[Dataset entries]
# # # #

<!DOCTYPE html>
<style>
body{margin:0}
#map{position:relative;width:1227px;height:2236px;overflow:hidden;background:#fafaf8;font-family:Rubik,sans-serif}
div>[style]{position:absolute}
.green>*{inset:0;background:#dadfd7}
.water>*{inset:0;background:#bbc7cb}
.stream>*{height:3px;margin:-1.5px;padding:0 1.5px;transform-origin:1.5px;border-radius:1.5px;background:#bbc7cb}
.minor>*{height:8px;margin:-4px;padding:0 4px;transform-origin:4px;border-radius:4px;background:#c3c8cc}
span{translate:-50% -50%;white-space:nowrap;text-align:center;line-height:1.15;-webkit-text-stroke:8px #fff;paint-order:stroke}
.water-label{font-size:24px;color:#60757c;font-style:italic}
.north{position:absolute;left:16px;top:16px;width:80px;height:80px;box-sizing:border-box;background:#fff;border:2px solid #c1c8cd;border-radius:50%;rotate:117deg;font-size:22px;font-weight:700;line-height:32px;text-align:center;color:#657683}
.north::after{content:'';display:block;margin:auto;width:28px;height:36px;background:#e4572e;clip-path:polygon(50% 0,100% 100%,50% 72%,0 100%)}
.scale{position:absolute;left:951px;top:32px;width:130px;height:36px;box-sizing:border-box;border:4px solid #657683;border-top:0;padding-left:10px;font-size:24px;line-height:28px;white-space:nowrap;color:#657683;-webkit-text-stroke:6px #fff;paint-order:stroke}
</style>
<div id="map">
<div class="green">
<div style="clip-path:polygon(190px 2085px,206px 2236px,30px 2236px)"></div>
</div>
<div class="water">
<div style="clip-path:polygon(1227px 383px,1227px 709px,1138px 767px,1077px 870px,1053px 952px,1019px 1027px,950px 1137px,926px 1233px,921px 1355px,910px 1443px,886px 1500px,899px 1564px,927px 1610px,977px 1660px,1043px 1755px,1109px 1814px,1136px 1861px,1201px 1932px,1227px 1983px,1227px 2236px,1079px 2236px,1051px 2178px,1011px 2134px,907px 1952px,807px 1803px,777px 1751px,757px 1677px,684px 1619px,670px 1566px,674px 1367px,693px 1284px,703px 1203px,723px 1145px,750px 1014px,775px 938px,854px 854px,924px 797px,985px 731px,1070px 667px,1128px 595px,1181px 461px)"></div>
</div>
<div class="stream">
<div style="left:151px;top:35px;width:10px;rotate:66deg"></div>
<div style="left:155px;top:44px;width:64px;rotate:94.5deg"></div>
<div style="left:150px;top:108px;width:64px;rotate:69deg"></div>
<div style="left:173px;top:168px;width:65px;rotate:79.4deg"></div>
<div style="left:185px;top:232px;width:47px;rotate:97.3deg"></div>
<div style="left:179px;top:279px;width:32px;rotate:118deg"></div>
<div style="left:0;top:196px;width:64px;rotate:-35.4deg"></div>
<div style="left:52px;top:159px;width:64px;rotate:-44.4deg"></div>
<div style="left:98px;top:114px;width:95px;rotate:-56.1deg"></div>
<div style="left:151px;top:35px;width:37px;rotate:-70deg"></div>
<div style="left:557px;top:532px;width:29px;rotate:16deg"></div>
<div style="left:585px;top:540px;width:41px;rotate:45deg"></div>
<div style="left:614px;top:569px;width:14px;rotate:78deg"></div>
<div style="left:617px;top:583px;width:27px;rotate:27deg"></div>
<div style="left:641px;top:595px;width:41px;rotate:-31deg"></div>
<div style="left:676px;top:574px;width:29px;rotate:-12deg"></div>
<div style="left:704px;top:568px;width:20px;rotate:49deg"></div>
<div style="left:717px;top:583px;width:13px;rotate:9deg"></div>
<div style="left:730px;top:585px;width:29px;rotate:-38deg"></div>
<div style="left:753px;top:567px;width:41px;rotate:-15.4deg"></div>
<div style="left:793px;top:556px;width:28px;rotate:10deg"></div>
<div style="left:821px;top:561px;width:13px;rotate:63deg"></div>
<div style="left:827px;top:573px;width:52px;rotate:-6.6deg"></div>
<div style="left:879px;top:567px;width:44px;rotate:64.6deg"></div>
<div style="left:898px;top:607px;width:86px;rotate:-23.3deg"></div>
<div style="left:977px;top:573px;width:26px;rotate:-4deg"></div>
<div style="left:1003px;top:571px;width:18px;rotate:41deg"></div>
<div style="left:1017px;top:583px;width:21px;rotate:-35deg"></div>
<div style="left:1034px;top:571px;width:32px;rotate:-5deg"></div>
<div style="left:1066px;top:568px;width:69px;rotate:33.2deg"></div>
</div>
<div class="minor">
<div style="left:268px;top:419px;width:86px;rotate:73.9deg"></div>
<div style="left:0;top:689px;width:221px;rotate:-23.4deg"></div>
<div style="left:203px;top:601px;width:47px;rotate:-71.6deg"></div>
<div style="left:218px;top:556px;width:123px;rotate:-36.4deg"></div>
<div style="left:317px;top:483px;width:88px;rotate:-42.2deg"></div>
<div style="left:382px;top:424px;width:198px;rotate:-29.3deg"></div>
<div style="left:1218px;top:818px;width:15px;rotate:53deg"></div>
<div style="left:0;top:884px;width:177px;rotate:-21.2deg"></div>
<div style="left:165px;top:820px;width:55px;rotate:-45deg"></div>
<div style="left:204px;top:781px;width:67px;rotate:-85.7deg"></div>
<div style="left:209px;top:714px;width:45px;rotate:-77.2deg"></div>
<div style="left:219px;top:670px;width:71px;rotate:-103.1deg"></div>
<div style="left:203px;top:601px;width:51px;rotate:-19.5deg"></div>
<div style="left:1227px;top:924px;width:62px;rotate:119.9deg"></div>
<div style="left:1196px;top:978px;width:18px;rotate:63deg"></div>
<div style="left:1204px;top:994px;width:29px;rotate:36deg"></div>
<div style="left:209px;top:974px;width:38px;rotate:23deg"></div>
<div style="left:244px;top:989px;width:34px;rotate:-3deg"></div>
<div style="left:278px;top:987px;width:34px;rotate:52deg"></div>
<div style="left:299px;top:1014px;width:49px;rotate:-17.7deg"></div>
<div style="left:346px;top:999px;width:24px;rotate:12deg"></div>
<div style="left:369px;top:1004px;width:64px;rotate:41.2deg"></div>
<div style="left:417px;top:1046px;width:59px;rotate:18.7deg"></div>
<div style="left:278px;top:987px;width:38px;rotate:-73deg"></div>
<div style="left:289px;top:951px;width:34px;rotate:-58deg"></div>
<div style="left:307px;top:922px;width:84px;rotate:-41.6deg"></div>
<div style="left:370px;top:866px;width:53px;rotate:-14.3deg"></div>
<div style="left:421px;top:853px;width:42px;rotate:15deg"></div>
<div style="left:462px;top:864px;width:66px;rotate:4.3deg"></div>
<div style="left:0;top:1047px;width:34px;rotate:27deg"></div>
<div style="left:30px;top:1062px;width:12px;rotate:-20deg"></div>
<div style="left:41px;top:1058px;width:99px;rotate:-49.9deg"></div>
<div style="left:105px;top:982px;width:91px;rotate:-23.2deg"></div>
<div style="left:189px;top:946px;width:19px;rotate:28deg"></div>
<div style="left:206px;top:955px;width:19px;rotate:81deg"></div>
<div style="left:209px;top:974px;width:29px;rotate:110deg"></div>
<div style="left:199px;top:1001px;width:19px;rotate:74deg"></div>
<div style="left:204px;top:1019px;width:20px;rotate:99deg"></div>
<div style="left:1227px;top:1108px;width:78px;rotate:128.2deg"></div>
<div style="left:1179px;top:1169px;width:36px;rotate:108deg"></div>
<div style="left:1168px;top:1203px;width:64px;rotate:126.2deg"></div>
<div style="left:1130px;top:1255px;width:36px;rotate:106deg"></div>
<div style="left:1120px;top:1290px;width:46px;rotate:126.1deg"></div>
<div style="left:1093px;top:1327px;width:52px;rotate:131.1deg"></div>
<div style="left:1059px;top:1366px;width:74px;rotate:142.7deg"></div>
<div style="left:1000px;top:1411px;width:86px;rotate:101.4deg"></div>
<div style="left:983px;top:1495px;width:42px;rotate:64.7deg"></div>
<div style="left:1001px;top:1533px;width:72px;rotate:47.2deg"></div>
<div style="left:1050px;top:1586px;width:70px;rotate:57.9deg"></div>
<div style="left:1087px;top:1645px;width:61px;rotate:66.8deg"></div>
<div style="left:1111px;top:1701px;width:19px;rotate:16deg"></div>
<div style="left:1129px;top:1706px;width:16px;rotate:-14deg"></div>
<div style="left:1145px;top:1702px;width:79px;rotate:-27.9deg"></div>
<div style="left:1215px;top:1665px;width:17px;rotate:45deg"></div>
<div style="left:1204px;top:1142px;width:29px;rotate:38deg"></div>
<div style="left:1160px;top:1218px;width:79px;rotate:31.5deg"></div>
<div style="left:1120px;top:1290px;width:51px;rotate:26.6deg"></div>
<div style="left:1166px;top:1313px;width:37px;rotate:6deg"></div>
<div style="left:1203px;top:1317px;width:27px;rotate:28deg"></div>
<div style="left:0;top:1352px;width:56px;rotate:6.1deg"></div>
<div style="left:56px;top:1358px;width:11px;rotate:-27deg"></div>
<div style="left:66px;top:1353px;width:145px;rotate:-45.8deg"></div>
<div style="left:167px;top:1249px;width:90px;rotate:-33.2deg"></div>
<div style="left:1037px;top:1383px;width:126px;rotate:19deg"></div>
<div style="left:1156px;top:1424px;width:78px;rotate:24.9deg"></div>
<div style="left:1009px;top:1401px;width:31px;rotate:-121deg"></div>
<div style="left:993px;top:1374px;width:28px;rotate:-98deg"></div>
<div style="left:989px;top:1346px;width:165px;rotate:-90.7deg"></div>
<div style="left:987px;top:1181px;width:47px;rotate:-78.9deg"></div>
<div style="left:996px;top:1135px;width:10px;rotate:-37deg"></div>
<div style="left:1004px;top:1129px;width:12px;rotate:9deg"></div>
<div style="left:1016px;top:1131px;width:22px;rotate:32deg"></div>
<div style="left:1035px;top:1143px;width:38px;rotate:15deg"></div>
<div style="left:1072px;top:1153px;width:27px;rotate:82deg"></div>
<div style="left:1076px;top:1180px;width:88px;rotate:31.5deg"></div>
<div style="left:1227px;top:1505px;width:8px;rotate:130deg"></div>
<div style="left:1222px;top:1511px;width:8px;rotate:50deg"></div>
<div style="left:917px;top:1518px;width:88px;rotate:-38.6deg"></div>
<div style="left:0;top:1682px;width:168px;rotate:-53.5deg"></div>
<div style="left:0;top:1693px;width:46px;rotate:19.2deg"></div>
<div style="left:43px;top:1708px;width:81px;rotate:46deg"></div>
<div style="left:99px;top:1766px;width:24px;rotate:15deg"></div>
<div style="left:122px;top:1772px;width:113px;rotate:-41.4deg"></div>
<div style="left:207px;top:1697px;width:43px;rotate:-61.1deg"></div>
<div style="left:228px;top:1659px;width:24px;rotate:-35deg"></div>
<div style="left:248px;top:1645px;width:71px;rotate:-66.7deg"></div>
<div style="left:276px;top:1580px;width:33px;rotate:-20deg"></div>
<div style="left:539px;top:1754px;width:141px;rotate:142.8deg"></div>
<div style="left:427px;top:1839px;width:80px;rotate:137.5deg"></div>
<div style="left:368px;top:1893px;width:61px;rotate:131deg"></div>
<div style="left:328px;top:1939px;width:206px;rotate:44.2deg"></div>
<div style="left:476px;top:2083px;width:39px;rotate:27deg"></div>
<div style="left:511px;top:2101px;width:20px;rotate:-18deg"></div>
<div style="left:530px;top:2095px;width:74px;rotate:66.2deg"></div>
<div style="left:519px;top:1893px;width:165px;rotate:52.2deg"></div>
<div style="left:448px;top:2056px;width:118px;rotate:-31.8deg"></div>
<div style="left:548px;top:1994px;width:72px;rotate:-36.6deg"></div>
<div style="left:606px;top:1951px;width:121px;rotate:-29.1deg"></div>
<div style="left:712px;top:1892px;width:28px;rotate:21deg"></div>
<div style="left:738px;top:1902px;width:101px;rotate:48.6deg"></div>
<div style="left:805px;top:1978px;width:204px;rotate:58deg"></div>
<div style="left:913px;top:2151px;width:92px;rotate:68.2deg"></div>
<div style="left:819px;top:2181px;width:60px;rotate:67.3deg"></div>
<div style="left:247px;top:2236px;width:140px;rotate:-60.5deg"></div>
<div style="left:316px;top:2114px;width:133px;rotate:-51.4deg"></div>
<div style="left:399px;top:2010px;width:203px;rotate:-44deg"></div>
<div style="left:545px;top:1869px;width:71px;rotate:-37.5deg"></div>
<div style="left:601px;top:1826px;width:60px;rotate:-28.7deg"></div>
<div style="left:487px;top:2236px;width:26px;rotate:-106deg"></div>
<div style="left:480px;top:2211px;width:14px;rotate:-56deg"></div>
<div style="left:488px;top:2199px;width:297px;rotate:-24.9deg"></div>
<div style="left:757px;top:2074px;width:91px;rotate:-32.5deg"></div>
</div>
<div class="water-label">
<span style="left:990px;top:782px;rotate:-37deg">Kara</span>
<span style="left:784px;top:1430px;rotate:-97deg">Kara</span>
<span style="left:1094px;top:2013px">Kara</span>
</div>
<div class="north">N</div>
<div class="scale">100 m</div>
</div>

# # # #

Exercise details
Tally the lines above in which the string "stream" occurs, and give the total with nothing added.

Answer area
2